The banks and ditches of Bury Castle
The banks and ditches of Bury Castle

Bury Castle is an Iron Age hillfort situated on a hill overlooking the pretty village of Selworthy, Somerset. A short but steep walk from the village through National Trust woodland brings you to the earthwork banks and ditches built to defend an Iron Age enclosure.

This is a multivallate site; that is, it is protected by more than one bank and ditch. It is possible that the earthen ramparts were added as an extra layer of defence to augment a timber palisade. Another interpretation is that Bury Castle was never intended as a 'castle', but as a settlement for a small group of people, perhaps even a single family.

Bury Castle was constructed as an earthwork with a pair of detached outerworks. The earthworks were built to defend an enclosure roughly 80m by 60m (about 3 acres), within an earth bank roughly 1.6m high, with an outer ditch measuring 1.5m deep. A single entrance on the northeast side, measuring 3m wide, controlled access to the enclosure. A small annexe, or outwork, adjoins the main enclosure to the west.

In the northeast corner of the enclosure there are remnants of stone building foundations. These foundations stand close to an old track entering the enclosure. The stone foundations suggest that the earthen ramparts may have been reinforced with stone from the start. A number of stones have been pulled from the bank and stacked to form a cairn.

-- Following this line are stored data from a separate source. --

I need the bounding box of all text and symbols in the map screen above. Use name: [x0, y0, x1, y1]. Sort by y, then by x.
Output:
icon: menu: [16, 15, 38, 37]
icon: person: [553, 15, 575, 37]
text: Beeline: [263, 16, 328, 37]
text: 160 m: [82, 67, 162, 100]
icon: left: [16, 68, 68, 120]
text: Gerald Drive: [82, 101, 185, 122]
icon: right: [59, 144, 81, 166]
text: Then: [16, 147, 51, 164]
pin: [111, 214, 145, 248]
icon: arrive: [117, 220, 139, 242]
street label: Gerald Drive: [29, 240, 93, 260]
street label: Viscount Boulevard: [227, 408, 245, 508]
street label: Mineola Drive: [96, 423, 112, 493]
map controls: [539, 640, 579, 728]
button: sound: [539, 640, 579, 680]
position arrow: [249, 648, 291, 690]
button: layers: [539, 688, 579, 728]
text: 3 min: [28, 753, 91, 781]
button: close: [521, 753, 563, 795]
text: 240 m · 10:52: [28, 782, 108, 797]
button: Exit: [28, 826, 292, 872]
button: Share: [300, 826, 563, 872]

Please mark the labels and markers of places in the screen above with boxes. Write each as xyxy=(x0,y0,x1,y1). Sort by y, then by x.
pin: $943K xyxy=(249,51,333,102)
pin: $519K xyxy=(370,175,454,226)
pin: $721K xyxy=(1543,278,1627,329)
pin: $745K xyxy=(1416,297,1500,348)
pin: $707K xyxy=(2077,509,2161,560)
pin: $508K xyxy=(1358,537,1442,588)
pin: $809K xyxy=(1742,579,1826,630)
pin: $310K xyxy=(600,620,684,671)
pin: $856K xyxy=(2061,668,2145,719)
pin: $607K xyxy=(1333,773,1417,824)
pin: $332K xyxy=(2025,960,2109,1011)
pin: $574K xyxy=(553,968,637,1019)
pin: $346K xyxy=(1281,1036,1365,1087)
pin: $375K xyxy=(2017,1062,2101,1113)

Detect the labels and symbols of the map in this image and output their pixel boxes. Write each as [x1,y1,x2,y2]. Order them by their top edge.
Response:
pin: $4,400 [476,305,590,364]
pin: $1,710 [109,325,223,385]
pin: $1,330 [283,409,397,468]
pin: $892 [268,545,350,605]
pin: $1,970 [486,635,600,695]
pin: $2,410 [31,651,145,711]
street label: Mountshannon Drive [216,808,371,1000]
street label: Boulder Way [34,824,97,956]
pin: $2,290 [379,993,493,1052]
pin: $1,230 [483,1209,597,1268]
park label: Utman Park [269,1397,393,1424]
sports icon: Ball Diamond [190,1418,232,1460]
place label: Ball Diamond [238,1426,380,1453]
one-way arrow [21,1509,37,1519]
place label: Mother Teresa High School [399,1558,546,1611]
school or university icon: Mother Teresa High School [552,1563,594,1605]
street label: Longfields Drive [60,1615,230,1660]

Looking across the earthwork banks
Looking across the earthwork banks

There are triple ramparts to the west and to the east the site is defended by a steep slope. A bank some 200m to the northwest may define an outwork of the main fort. Historic England records a second outwork 30m northwest from the main enclosure. The western end of this enclosure has been absorbed into a later field system and is now hard to distinguish from the field bank.

This crosswork ditch and bank were probably intended to provide a good place to watch over the approach to the site, which otherwise would have been hidden to people taking shelter within the main enclosure. Cross-works in a position to guard a blind uphill approach are common in other Iron Age sites in the area.


Access to Bury Castle is straightforward - if you don't mind a bit of a stiff walk from the base of the hill. There is an obvious footpath near All Saints Church in Selworthy. From there just follow the well-signed footpath as it climbs up the hill. The path is steep in places and was fairly muddy when we visited so iI would definitely suggest good footwear for the climb.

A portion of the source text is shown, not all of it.